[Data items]

=== Section Start ===

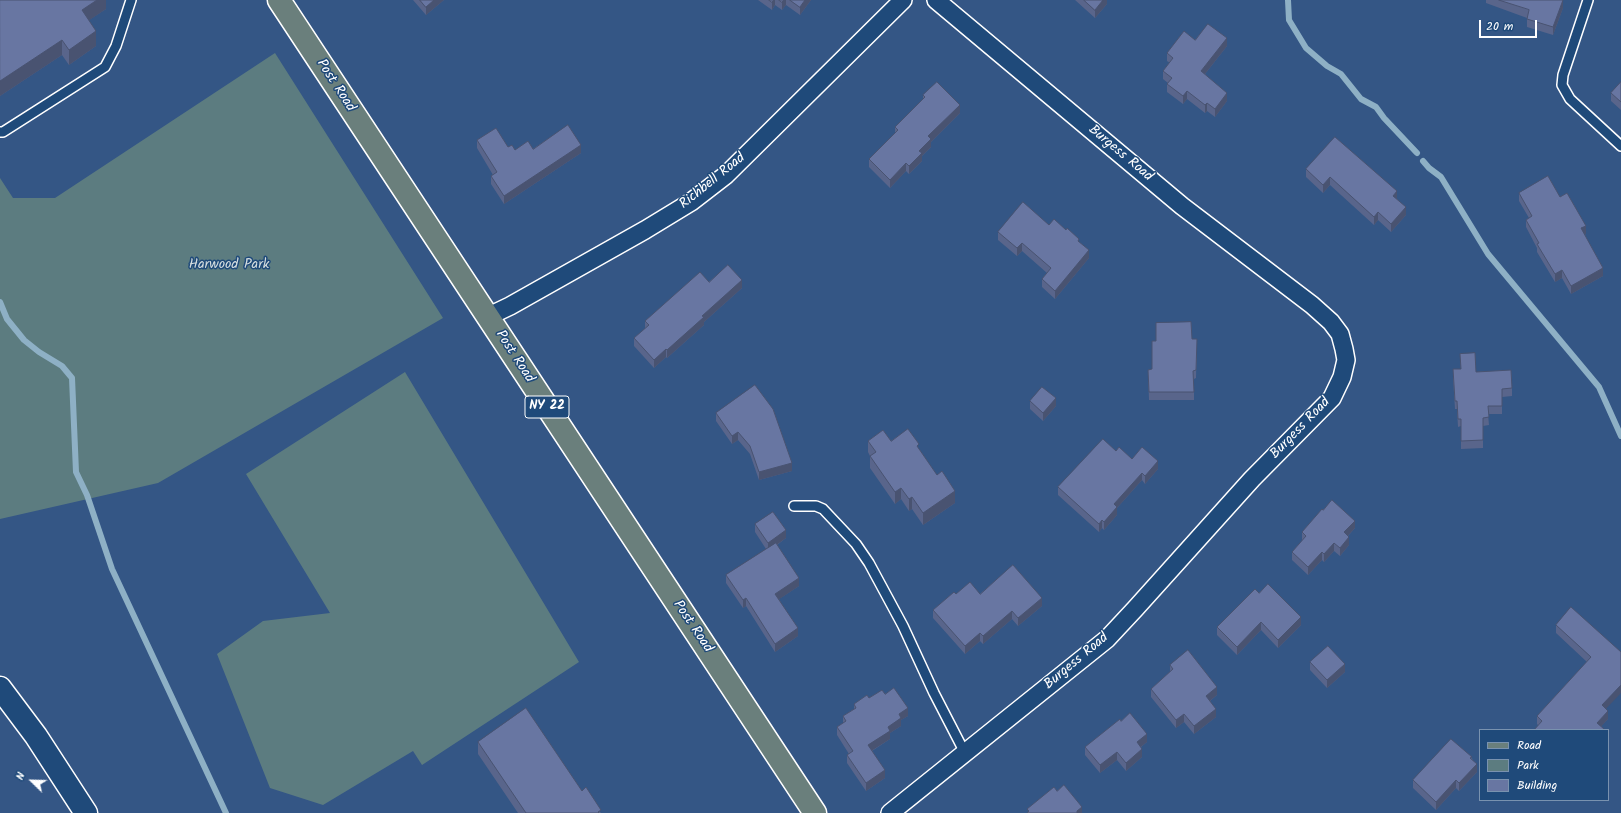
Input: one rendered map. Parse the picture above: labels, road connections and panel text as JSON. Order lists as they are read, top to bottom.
{
  "streets": {
    "main road": ["Post Road", "NY 22"],
    "street": ["Burgess Road", "Richbell Road"]
  },
  "crossings": [
    ["Post Road", "Richbell Road"]
  ],
  "parks": ["Harwood Park"],
  "legend": ["Road", "Park", "Building"],
  "scale_bar": "20 m",
  "north": "top left"
}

=== Section End ===

REQUIREMENT
Omit the pictures and copy the records above exactly.

SOLUTION
Input: one rendered map. Parse the picture above: labels, road connections and panel text as JSON. Order lists as they are read, top to bottom.
{
  "streets": {
    "main road": ["Post Road", "NY 22"],
    "street": ["Burgess Road", "Richbell Road"]
  },
  "crossings": [
    ["Post Road", "Richbell Road"]
  ],
  "parks": ["Harwood Park"],
  "legend": ["Road", "Park", "Building"],
  "scale_bar": "20 m",
  "north": "top left"
}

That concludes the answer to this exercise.